The following examples show how to obtain the staging database password written to the password field in secret/myproject/staging/db

KV Secrets Engine v1

The secrets:vault keyword defaults to v2 of the KV Mount, so you need to explicitly configure the job to use the v1 engine:

job:
  variables:
    VAULT_SERVER_URL: https://vault.example.com
    VAULT_AUTH_PATH: jwt_v2
    VAULT_AUTH_ROLE: myproject-staging
  id_tokens:
    VAULT_ID_TOKEN:
      aud: https://gitlab.example.com
  secrets:
    PASSWORD:
      vault:
        engine:
          name: kv-v1
          path: secret
        field: password
        path: myproject/staging/db
      file: false

Both VAULT_SERVER_URL and VAULT_AUTH_PATH can be defined as project or group CI/CD variables, if preferred.

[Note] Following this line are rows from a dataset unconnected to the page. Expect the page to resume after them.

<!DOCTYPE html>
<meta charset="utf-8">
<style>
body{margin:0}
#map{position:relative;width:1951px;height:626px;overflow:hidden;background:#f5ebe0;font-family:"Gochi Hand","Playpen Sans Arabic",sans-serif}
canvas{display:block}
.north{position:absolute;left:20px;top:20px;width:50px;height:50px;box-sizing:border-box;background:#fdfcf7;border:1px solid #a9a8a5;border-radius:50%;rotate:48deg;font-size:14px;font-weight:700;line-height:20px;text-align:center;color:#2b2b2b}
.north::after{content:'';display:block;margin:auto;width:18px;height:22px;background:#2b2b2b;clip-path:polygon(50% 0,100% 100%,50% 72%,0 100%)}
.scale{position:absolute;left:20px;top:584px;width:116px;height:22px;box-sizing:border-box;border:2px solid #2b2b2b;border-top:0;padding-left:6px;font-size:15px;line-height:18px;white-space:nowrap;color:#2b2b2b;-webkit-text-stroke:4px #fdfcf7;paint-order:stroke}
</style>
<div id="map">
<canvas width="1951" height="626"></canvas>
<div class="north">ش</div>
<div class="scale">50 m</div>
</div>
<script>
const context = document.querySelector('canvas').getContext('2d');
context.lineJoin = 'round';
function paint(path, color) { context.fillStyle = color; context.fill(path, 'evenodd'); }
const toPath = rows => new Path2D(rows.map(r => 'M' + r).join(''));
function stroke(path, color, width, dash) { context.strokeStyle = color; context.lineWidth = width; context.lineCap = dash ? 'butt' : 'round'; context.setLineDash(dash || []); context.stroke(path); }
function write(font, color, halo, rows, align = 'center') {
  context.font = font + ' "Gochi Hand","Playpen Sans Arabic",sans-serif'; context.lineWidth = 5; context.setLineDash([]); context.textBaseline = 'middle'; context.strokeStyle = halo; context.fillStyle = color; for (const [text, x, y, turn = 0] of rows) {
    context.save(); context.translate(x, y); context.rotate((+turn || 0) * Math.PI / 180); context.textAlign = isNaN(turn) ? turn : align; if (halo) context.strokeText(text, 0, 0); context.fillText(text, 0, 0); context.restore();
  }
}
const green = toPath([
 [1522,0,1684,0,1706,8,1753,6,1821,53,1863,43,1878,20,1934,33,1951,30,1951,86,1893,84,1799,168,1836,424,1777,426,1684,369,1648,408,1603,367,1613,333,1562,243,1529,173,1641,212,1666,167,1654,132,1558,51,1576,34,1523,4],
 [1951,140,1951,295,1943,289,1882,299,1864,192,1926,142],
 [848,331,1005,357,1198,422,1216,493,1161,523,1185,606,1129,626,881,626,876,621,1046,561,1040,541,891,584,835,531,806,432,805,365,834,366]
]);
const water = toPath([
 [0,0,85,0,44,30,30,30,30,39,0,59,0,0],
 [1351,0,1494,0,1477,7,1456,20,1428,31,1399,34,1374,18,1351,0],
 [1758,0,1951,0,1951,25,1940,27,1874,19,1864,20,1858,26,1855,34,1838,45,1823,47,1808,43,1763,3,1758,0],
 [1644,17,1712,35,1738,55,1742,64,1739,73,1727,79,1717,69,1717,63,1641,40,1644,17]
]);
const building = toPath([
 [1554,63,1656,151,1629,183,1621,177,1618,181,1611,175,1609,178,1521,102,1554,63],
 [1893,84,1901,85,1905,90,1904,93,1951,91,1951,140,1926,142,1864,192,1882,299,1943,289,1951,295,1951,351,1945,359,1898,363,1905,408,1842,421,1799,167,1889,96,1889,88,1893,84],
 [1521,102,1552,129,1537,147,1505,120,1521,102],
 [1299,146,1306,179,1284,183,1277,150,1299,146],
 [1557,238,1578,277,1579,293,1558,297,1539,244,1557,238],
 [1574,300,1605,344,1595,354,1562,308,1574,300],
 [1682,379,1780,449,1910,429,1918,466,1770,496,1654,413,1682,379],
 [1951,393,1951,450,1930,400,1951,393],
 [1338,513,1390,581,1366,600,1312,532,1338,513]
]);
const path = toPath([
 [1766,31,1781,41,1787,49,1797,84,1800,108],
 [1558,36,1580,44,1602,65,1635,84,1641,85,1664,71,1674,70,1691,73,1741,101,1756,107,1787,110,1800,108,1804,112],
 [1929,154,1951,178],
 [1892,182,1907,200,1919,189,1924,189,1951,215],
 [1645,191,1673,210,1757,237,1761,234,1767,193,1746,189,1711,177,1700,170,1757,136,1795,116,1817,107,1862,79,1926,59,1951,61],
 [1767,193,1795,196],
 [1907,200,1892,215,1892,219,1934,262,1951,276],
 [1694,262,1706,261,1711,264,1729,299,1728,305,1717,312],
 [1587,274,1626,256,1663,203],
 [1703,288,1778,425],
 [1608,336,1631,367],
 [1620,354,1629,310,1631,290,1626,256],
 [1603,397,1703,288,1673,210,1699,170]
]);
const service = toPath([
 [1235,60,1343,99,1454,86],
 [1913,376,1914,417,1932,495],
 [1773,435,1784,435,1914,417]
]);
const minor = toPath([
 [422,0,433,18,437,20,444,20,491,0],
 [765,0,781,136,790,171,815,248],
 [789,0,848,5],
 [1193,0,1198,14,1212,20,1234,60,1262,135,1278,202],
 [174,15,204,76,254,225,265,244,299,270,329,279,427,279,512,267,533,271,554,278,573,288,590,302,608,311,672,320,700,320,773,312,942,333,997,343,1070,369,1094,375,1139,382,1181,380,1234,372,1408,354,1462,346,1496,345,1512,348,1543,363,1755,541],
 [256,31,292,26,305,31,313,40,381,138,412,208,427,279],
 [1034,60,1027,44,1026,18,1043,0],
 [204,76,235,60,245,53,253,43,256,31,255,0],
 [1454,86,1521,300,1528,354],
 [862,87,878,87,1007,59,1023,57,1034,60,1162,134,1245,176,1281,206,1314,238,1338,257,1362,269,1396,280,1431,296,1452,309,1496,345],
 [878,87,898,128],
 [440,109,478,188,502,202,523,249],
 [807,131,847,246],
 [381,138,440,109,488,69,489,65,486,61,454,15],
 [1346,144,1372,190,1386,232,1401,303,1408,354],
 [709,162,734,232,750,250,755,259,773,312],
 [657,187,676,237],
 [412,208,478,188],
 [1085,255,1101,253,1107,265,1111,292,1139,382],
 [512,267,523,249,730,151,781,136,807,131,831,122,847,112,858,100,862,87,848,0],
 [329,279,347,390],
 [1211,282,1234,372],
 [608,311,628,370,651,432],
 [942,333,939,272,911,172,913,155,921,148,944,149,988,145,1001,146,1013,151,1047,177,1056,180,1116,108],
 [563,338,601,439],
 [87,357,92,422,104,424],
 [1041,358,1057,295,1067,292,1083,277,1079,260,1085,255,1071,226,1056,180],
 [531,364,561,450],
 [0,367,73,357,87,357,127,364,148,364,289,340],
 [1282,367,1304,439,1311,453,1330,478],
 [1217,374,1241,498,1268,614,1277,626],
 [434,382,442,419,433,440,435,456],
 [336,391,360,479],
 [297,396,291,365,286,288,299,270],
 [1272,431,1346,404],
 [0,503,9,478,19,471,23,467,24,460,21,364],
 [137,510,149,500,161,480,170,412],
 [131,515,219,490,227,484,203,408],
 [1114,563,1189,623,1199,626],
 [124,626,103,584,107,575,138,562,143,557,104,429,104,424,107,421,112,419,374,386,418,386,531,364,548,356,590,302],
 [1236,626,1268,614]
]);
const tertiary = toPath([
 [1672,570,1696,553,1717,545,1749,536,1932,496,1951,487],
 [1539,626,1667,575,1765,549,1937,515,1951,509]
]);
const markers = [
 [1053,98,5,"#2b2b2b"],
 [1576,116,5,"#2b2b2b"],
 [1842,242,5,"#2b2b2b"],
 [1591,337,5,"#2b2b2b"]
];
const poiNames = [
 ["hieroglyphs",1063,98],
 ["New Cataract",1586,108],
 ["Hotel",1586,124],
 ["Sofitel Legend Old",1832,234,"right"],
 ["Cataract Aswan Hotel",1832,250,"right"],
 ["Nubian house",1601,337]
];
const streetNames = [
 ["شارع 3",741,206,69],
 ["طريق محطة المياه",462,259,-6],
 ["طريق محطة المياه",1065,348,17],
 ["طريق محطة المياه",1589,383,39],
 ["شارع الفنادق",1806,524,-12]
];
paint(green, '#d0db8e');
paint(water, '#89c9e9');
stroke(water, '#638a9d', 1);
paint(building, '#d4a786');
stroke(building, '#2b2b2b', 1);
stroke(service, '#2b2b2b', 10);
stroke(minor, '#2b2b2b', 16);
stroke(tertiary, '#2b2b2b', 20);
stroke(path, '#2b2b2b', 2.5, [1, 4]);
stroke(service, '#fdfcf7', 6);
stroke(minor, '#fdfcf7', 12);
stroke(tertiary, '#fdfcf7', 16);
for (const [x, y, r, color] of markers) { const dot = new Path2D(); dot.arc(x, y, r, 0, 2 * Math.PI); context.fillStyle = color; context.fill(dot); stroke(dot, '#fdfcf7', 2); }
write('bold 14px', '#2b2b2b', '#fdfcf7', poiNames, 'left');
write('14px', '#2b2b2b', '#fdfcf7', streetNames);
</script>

We use secrets:file:false because ID tokens place secrets in a file by default, but we need it to work as a regular variable to match the old behavior.

KV Secrets Engine v2

There are two formats you can use for the v2 engine.

Long format:

job:
  variables:
    VAULT_SERVER_URL: https://vault.example.com
    VAULT_AUTH_PATH: jwt_v2
    VAULT_AUTH_ROLE: myproject-staging
  id_tokens:
    VAULT_ID_TOKEN:
      aud: https://gitlab.example.com
  secrets:
    PASSWORD:
      vault:
        engine:
          name: kv-v2
          path: secret
        field: password
        path: myproject/staging/db
      file: false

This is the same as the example for the v1 engine but secrets:vault:engine:name: is set to kv-v2 to match the engine.

You can also use a short format:

job:
  variables:
    VAULT_SERVER_URL: https://vault.example.com
    VAULT_AUTH_PATH: jwt_v2
    VAULT_AUTH_ROLE: myproject-staging
  id_tokens:
    VAULT_ID_TOKEN:
      aud: https://gitlab.example.com
  secrets:
      PASSWORD:
        vault: myproject/staging/db/password@secret
        file: false

After you commit the updated CI/CD configuration, your jobs will be fetching secrets with ID Tokens, congratulations!